_WORK INSTRUCTIONS:_ Each line in the data holding "function" should be listed.

= Beginning of Section =

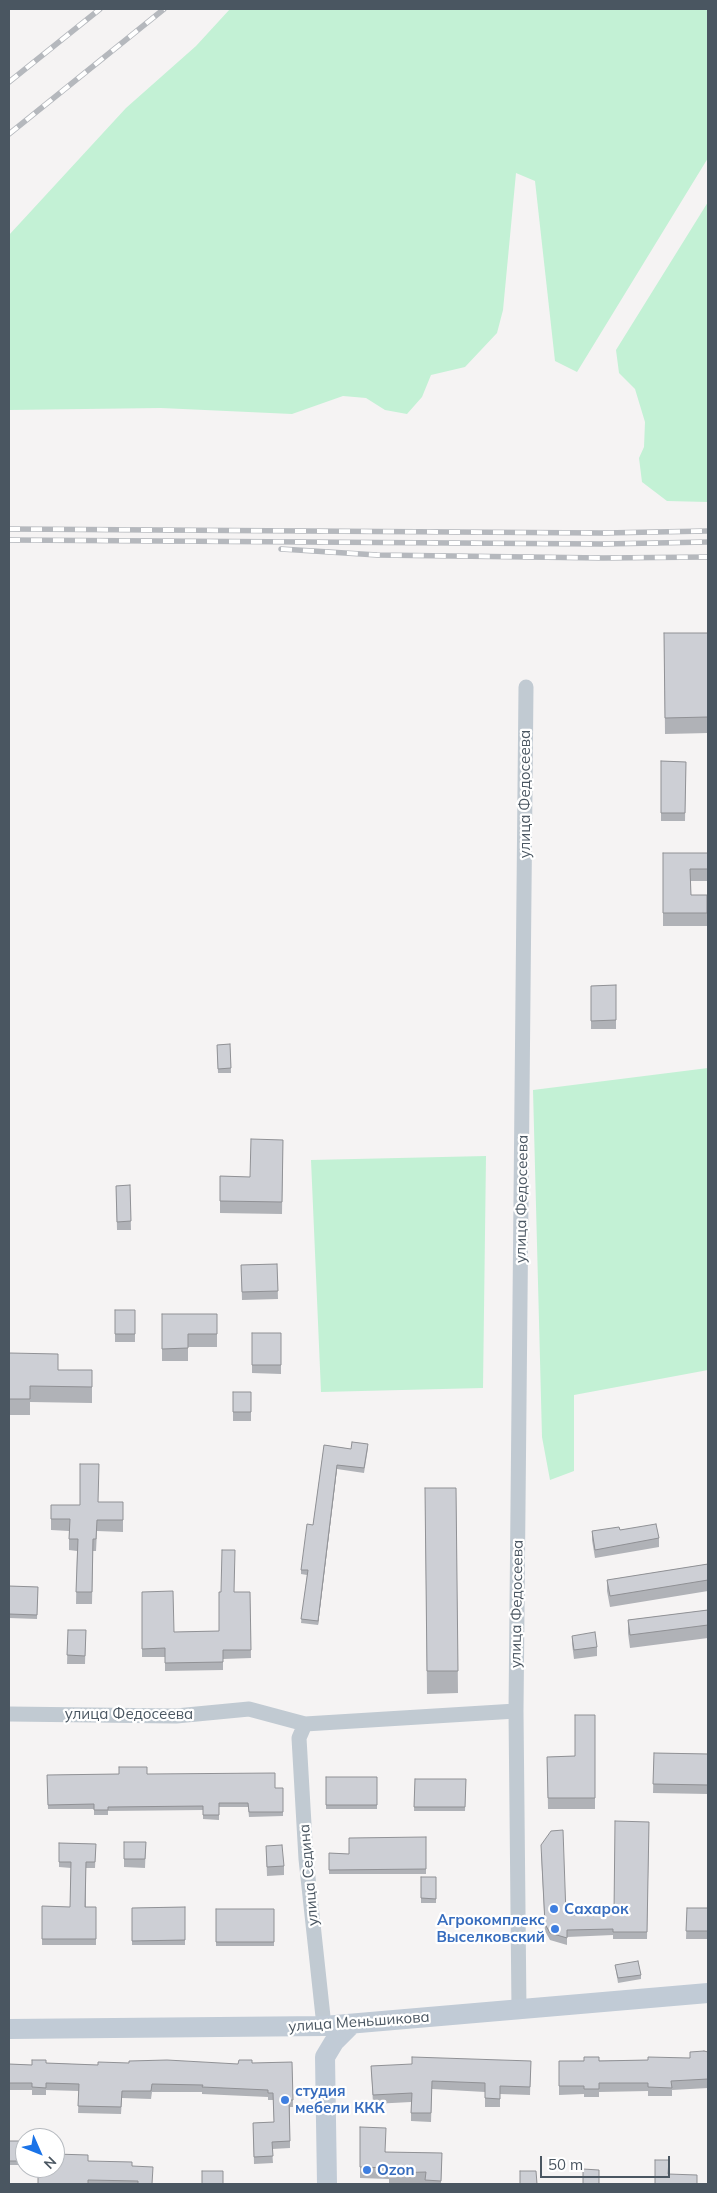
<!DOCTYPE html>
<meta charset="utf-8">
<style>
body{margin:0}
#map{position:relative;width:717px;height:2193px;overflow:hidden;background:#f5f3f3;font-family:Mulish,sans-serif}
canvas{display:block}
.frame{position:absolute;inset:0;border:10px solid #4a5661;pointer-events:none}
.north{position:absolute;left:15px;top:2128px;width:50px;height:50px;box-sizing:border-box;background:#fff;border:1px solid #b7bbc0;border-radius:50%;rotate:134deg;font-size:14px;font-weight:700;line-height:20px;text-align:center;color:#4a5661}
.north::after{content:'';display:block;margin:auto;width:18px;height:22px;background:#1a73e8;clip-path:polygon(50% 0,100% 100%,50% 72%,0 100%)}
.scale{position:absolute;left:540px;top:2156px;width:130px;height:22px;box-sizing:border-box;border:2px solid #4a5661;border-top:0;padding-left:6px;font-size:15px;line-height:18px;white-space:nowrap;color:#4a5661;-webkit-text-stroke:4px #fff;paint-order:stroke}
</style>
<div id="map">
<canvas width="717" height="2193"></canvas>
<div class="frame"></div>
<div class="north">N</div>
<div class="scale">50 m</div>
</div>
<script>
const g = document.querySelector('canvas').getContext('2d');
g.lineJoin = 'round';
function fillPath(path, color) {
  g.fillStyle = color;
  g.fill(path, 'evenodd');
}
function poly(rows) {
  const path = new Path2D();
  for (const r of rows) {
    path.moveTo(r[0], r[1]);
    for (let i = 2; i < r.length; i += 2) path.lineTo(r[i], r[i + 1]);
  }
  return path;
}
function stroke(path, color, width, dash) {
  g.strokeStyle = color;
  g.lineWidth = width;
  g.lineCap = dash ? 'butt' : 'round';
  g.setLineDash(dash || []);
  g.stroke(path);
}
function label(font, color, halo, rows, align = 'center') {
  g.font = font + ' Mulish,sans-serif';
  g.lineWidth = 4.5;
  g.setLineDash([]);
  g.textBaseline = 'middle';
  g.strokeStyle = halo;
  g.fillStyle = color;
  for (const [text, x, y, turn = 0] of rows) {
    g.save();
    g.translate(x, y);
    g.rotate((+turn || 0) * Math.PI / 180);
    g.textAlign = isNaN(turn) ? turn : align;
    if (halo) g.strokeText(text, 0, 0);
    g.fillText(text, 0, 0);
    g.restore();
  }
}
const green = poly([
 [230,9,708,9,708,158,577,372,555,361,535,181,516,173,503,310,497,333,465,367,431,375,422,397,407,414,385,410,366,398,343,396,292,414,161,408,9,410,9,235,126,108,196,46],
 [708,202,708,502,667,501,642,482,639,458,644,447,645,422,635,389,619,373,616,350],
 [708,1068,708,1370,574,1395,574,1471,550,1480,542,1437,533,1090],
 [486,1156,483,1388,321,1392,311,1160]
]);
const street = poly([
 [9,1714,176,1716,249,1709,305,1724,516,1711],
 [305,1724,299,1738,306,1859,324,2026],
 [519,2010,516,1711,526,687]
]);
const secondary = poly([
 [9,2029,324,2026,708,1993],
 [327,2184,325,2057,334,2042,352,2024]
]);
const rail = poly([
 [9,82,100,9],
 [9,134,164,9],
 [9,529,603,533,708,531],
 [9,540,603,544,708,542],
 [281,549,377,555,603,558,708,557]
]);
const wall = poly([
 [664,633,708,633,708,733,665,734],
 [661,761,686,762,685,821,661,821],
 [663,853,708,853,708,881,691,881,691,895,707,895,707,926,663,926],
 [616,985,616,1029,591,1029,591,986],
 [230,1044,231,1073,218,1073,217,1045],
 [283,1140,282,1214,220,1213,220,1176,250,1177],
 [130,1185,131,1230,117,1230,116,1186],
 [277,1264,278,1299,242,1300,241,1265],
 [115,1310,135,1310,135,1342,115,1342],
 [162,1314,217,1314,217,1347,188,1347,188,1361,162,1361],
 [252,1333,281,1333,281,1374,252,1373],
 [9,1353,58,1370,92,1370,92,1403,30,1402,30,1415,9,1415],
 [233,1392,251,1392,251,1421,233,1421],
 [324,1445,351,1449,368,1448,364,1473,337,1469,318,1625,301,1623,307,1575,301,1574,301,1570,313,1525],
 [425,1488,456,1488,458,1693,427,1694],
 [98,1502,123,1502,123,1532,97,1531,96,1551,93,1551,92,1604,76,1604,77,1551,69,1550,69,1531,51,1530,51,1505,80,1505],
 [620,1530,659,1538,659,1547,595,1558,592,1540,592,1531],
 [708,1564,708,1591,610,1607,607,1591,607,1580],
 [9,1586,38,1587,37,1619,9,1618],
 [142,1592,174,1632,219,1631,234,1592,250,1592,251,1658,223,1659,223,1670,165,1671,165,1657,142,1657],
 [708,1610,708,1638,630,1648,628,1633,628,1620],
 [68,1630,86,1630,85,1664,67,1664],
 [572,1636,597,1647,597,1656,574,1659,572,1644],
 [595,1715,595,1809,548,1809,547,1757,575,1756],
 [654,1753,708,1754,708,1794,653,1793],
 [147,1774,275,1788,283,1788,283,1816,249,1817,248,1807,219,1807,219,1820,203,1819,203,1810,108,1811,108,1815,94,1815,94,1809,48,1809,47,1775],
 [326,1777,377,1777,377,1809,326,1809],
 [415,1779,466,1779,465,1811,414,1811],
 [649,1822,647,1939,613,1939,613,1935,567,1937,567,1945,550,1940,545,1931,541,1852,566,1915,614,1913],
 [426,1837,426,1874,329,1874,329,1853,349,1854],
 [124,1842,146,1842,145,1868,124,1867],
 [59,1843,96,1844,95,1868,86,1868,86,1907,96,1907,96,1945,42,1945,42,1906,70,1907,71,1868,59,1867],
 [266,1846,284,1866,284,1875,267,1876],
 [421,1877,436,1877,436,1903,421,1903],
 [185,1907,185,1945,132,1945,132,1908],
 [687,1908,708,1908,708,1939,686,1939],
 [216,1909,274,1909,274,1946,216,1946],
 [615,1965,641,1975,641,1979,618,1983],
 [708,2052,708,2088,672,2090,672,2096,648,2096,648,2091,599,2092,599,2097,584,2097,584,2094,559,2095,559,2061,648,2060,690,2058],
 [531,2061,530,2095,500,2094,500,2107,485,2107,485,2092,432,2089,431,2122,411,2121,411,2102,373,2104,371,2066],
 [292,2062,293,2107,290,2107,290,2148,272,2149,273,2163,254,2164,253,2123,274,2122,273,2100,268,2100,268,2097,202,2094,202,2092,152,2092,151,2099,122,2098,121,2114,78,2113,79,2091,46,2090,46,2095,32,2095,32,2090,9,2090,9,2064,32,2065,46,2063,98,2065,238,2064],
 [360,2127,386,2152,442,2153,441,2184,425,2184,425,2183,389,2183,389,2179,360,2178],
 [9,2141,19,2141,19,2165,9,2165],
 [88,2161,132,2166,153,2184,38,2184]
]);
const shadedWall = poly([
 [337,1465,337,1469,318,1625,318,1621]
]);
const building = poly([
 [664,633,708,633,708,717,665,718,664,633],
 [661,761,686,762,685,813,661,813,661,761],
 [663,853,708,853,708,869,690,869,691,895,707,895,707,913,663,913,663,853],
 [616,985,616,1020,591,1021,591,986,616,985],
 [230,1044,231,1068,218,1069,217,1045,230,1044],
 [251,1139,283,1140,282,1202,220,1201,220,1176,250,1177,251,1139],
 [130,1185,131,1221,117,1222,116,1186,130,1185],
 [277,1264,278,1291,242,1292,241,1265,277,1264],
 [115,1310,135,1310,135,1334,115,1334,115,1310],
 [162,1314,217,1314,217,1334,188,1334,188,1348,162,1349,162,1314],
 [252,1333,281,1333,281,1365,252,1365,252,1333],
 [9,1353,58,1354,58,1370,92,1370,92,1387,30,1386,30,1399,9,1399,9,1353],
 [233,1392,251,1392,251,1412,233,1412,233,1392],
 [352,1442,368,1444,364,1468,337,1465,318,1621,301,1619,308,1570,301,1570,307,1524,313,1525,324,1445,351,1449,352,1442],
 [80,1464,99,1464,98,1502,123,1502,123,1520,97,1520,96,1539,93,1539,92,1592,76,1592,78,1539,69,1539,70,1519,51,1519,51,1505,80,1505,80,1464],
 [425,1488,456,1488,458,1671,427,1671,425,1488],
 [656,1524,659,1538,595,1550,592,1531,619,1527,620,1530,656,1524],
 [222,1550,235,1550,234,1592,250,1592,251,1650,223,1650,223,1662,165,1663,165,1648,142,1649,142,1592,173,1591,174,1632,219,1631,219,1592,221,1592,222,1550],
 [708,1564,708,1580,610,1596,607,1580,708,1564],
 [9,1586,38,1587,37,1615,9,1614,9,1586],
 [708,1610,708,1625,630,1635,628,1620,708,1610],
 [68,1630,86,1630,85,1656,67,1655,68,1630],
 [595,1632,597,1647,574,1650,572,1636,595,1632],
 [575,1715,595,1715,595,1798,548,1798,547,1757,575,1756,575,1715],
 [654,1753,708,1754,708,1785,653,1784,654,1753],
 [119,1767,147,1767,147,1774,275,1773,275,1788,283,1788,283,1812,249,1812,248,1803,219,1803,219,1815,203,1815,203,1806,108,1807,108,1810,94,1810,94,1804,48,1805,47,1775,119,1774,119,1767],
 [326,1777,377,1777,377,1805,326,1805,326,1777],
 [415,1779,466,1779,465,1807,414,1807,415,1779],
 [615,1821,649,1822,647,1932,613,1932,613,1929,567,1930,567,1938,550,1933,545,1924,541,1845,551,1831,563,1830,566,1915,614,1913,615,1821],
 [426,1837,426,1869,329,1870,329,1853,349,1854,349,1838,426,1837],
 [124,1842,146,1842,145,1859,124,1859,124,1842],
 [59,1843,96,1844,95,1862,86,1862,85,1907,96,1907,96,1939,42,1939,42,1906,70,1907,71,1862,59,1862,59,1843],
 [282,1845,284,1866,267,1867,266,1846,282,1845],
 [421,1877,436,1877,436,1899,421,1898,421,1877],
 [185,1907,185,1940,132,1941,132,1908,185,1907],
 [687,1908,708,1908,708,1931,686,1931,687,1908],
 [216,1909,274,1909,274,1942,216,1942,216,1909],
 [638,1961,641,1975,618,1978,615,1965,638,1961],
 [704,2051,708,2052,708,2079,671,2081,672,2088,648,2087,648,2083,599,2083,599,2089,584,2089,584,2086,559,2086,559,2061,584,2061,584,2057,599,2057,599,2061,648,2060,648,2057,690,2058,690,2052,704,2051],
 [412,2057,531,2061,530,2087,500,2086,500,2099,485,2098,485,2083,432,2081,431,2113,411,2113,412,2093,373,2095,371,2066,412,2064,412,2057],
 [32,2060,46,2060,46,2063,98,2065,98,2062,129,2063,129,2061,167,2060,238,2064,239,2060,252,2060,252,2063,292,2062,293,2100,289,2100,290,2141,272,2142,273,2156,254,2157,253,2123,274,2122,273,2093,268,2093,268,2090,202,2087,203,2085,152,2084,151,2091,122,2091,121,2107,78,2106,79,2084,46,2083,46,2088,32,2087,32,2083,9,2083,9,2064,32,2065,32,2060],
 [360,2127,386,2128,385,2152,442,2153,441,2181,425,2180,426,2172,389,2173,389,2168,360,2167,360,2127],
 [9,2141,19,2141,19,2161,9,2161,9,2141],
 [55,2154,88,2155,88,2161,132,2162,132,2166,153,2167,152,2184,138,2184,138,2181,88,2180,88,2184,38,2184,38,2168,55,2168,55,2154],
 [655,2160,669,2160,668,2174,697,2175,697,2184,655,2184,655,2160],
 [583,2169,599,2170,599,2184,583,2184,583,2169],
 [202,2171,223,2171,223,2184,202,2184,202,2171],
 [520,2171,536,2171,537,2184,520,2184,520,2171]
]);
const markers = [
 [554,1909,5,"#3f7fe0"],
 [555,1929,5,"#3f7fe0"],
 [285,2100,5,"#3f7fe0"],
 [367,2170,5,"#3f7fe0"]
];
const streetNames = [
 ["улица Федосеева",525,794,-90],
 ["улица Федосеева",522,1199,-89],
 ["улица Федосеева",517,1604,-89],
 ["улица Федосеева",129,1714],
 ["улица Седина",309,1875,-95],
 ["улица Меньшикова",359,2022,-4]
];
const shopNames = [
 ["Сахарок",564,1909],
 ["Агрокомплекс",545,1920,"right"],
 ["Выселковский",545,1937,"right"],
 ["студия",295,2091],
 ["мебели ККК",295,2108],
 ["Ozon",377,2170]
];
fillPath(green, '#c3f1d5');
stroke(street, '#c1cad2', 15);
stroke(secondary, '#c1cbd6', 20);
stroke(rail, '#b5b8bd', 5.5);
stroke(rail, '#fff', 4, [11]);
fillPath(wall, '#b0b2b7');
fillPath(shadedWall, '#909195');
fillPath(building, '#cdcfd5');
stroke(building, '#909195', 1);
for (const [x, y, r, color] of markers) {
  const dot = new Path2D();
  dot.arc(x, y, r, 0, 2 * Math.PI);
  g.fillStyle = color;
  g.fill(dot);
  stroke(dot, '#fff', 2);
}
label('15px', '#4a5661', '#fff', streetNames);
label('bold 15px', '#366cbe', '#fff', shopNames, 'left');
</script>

= End of Section =

_OUTPUT:_
function fillPath(path, color) {
function poly(rows) {
function stroke(path, color, width, dash) {
function label(font, color, halo, rows, align = 'center') {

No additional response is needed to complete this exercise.